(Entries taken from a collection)
.....

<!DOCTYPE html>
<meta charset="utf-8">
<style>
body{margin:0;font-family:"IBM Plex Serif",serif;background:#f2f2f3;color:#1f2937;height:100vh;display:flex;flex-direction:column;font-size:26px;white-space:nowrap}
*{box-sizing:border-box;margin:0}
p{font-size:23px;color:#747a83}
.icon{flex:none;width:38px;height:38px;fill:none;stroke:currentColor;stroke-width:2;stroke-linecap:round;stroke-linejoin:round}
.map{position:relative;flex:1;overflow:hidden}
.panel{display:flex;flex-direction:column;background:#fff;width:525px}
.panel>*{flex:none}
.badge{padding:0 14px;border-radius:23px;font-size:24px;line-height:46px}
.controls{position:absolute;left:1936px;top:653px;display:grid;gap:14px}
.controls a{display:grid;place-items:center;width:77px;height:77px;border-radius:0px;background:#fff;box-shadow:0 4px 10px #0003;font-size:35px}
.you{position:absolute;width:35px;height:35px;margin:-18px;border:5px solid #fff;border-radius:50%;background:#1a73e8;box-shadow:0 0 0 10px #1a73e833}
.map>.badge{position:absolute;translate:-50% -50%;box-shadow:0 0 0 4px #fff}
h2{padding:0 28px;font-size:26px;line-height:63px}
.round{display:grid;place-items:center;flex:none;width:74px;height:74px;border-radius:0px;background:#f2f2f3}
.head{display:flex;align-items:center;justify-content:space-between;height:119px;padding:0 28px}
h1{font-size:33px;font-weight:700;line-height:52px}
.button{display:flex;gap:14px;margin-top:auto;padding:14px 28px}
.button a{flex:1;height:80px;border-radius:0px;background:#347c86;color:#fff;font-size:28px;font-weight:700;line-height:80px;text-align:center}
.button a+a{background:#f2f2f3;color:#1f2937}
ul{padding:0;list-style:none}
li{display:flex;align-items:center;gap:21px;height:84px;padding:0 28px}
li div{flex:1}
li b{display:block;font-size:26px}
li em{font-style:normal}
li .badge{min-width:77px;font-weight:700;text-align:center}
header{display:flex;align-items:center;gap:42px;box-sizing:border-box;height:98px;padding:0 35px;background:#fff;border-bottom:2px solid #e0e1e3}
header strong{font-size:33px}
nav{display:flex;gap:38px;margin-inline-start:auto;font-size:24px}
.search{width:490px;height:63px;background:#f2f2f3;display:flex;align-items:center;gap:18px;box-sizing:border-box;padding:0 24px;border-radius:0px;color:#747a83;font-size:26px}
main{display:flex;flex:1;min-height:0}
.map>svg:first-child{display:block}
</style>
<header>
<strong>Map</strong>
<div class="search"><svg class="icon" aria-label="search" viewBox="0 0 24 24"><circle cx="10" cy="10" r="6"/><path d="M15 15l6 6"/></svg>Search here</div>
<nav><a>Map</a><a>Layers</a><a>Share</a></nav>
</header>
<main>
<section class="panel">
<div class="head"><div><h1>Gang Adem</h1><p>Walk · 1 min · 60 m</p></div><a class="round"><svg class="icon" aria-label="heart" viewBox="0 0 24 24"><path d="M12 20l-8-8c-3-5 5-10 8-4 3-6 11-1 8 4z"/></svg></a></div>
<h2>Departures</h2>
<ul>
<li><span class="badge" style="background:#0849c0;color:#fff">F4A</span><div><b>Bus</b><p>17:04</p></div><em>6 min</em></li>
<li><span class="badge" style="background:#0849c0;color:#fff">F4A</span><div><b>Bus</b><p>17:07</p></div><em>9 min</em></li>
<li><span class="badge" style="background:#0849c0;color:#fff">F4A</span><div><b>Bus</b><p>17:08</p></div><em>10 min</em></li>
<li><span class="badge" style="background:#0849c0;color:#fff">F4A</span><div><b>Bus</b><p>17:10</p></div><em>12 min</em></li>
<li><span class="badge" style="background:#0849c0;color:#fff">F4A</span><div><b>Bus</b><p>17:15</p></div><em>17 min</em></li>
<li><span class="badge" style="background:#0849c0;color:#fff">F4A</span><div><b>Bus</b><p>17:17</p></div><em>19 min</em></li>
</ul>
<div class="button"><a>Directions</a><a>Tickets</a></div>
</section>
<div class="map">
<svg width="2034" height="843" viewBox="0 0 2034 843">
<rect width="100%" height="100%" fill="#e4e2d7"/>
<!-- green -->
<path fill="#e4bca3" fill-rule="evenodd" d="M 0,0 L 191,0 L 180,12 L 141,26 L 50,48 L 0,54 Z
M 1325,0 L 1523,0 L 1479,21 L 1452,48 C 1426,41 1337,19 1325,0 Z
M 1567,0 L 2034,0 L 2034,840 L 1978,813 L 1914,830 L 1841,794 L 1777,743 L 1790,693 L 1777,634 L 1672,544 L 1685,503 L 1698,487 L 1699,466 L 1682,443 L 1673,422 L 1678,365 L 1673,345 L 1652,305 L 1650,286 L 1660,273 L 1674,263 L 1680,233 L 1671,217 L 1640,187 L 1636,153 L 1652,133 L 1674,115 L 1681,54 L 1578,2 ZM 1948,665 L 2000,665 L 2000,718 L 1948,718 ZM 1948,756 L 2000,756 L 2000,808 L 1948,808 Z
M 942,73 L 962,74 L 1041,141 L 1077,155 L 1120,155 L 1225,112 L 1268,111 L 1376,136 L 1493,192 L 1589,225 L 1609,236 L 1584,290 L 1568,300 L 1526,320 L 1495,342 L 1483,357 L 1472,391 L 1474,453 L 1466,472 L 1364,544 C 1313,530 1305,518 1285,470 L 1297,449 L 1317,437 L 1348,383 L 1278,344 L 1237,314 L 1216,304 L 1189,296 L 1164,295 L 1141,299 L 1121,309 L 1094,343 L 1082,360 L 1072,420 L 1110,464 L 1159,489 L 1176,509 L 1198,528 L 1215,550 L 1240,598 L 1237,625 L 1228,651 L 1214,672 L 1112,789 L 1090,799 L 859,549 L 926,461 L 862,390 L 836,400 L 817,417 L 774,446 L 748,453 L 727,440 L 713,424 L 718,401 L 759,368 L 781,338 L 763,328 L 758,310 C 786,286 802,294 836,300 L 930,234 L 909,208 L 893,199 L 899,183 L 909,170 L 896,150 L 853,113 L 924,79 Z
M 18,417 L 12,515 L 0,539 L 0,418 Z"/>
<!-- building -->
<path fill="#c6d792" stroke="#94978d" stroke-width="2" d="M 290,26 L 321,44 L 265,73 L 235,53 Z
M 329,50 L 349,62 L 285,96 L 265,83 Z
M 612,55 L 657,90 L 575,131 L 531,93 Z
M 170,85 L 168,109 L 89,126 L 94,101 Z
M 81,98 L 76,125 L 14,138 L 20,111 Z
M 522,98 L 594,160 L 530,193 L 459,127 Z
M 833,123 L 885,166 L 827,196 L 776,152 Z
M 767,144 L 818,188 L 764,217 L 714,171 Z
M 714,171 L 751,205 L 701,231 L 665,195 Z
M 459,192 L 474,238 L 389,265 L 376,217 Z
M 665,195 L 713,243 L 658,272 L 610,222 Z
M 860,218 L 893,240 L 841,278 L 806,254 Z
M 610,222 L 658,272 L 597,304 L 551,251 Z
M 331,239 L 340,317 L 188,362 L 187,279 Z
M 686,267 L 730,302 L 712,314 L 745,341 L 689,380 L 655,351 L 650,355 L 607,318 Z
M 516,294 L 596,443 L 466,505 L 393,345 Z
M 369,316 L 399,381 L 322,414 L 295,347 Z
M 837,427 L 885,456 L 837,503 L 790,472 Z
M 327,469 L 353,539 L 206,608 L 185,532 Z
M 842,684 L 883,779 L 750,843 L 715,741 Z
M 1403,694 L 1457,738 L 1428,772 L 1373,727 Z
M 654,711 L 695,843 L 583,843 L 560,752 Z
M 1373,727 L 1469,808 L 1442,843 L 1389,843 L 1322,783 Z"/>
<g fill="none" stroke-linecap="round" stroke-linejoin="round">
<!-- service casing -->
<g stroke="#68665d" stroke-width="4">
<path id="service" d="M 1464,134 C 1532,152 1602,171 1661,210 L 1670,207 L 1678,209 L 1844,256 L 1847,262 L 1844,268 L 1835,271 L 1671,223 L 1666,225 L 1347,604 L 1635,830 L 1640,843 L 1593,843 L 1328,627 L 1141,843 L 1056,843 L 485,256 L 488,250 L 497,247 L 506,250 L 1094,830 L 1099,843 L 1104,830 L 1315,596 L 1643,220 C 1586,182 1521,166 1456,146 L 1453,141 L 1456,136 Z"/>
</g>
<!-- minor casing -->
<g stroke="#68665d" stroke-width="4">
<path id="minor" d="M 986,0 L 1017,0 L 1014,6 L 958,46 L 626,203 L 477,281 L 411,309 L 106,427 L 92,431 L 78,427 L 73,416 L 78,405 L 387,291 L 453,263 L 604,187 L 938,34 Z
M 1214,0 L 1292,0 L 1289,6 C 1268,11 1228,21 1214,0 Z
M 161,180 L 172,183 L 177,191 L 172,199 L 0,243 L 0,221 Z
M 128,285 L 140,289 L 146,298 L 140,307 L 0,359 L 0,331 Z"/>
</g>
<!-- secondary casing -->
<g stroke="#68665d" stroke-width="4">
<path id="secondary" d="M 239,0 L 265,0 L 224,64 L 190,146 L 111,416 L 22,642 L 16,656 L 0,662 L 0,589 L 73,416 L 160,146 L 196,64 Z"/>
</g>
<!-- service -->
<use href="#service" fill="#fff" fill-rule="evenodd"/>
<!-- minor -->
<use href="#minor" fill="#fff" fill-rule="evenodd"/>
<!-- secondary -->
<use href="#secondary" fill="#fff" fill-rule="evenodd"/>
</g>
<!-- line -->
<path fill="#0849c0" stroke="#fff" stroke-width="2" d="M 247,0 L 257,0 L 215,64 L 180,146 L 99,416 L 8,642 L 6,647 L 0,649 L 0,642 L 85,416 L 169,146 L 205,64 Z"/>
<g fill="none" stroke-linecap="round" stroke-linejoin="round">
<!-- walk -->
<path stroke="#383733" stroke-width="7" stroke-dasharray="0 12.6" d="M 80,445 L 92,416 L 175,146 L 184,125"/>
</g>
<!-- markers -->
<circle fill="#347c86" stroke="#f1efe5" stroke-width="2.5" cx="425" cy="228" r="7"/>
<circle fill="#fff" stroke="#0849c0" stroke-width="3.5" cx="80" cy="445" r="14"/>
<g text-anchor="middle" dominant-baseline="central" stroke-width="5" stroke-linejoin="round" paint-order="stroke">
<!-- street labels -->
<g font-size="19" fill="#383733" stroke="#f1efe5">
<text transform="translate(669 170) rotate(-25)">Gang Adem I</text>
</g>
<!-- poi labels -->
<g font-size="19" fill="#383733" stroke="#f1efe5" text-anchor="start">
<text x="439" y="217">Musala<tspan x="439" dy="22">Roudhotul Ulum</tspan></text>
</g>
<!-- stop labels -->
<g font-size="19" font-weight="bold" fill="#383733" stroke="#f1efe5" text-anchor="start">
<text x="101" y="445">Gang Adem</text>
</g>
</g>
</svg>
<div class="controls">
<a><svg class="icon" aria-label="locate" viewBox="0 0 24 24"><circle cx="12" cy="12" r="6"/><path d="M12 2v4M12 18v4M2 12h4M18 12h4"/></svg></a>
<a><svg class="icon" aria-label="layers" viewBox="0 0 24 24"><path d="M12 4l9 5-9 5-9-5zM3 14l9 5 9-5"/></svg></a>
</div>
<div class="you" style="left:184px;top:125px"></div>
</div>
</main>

.....

[How to complete this task]
Say how many lines in the records contain the word "panel". Nothing but the number is required.

[Solution for this exercise]
3